Given the usual plethora, variety and validity of ideas, pulling together all the proposals by the 650 designers who took part in SaloneSatellite in 2018 is no mean feat.
Every single one of them deserves a personal round of applause, students from the 14 schools included. On this transnational stage, languages blend together while idioms stand out. Perhaps it is no coincidence that the year in which the theme chosen by founder and curator Marva Griffin Wilshire was Africa & Latin America. Rising Design / Design Emergente. Bolstered by a collateral exhibition/video (focusing on 36 designers from the two geographical regions and selected by the curators Fernando and Humberto Campana and Hicham Lahlou), it was intended as a prompt for the young SaloneSatellite designers, a chance to explore what they are bringing over to us, which is increasingly becoming a focus for attention. It was a chance to reflect on sense of identity on a broader spectrum and on design in particular, while acknowledging global territorialities and cultural roots.

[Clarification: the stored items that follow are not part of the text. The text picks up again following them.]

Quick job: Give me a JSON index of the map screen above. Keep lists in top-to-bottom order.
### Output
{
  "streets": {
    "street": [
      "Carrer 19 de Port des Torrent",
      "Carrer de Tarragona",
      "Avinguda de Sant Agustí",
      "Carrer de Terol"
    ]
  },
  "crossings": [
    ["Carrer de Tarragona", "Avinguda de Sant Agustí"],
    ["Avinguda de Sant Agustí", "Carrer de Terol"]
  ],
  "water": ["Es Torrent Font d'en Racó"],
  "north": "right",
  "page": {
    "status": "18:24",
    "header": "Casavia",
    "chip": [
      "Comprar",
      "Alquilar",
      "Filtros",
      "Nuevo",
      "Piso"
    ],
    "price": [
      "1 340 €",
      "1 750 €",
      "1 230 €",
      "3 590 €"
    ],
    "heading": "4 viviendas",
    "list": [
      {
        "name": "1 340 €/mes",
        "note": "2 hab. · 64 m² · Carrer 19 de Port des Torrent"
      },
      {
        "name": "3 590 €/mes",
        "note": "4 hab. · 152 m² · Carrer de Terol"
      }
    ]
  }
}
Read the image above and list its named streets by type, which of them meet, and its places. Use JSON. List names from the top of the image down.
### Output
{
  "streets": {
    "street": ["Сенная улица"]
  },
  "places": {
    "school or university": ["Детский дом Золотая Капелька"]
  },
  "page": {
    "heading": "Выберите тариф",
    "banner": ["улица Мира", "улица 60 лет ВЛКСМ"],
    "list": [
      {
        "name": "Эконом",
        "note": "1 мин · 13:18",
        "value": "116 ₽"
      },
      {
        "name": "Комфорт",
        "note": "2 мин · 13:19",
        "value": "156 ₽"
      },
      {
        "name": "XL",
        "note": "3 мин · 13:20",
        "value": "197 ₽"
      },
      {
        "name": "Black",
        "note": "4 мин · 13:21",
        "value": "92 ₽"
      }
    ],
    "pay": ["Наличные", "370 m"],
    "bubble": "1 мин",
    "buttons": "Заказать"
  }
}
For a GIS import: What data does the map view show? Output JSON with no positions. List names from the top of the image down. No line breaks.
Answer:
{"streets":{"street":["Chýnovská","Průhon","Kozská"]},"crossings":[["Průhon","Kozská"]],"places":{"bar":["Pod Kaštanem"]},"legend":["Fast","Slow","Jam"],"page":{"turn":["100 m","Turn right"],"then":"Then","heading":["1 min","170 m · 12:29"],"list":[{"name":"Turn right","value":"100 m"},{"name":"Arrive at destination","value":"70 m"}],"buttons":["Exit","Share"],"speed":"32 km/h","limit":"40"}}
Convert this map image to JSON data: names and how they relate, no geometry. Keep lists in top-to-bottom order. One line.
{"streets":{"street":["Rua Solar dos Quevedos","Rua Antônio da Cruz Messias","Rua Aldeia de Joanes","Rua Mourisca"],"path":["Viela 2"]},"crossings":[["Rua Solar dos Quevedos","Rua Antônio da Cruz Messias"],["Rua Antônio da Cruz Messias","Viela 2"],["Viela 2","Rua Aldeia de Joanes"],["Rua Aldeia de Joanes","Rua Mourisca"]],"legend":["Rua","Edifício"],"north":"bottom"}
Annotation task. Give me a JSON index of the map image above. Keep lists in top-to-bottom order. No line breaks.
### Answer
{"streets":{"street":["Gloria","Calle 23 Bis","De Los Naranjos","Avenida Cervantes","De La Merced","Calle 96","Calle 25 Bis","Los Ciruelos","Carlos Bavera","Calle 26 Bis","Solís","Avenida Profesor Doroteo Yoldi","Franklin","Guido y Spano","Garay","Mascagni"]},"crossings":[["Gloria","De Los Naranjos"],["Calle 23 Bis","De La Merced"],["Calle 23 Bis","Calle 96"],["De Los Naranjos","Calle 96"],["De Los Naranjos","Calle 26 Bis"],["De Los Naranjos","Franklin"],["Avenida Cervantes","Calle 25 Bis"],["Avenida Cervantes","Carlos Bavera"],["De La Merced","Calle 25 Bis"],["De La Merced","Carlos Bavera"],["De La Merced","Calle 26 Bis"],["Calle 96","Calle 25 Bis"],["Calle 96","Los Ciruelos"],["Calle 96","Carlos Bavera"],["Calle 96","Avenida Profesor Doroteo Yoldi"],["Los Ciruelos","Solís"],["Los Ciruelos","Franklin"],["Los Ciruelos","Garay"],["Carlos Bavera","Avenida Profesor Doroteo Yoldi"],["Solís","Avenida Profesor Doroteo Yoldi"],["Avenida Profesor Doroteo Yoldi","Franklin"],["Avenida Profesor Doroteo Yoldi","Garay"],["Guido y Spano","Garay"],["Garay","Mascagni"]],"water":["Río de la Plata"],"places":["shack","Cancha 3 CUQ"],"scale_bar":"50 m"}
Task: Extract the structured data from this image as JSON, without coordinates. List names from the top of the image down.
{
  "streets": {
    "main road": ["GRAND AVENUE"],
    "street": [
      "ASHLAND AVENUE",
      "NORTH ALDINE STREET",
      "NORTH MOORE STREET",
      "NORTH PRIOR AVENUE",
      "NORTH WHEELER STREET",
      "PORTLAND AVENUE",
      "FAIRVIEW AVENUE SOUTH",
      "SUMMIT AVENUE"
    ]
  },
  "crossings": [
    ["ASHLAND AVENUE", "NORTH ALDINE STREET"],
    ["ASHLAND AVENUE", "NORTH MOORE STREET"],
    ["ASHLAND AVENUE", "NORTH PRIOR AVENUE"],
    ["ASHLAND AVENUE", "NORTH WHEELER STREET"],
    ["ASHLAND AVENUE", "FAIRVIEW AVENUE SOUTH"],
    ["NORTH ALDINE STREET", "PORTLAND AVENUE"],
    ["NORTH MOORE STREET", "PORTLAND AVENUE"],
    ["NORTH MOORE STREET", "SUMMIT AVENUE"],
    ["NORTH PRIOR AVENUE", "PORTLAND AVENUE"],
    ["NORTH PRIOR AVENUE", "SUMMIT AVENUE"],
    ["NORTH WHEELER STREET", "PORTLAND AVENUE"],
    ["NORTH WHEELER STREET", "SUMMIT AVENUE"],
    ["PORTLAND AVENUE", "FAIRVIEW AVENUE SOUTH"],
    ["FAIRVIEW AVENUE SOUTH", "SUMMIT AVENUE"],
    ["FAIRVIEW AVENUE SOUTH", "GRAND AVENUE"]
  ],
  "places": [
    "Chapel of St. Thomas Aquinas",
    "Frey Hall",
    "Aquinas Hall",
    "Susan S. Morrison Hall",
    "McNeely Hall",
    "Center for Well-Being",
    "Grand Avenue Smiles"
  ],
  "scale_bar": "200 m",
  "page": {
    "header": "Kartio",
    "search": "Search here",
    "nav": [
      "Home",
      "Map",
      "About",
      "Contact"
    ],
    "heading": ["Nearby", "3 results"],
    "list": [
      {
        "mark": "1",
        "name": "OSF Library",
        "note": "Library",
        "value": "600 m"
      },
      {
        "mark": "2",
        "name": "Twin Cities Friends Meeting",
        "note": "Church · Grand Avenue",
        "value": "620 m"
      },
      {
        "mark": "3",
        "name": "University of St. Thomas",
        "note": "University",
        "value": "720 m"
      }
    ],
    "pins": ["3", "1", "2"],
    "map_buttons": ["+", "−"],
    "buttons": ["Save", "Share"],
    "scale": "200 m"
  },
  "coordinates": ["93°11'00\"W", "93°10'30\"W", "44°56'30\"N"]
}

Innovating, improving people’s lives and society, learning from nature, harnessing the senses to celebrate the joy of life and creating excitement, experiences and atmospheres, striking a balance between functionality and fun, are just some of the design threads informing the projects. The simplicity of minimalist charm that dialogues with a sense of spatiality, conspiring with formal research achieved with stylistic inventions and new forms of decoration made up a richly diverse tapestry resting first and foremost on materials and technique. It is inspiring to see that the concept of sustainability has really caught on and become such part of the design process as to constitute its basic concept. Sustainability is what unites us all, at whatever latitude, and encapsulates the positive thinking as a whole that is expressed through every single one of the projects by these designers. It’s not up for discussion. Like the relationship between craftsmanship and innovation, which coexist perfectly peacefully in the Design 4.0 era.
In this regard, the data from an internal questionnaire promoted by SaloneSatellite and aimed at all its participants, reveal an almost equal response to the dual question: Does the future of design lie in dialogue with craftsmanship? (45.3%) / Does the future of design lie in dialogue with technical innovation? (54.7%). That said, 88.4% believed the component of craftsmanship in their own projects to be “quite important” and almost all of them agreed that technological innovation was “very important” (49.5%) or “fairly important” (45.3%). Already some 73.7% “sometimes” created products using cutting edge technological equipment. On the other hand, a not very gratifying 53.7% lamented the inadequacy of the skills learned while training, while the remaining 46.3% felt satisfied. Lastly, many of the young designers made their own prototypes themselves (62.1%) and 50.5% had already experimented with rapid prototyping, while 61.1% had used 3D modelling software. However, 85.3% had never carried out a project within the sphere of the Internet of Things. Basically, the under-35s are intent on putting past damage right and on building their own future. It is up to them to choose how to do so. It is up to us to have confidence in them.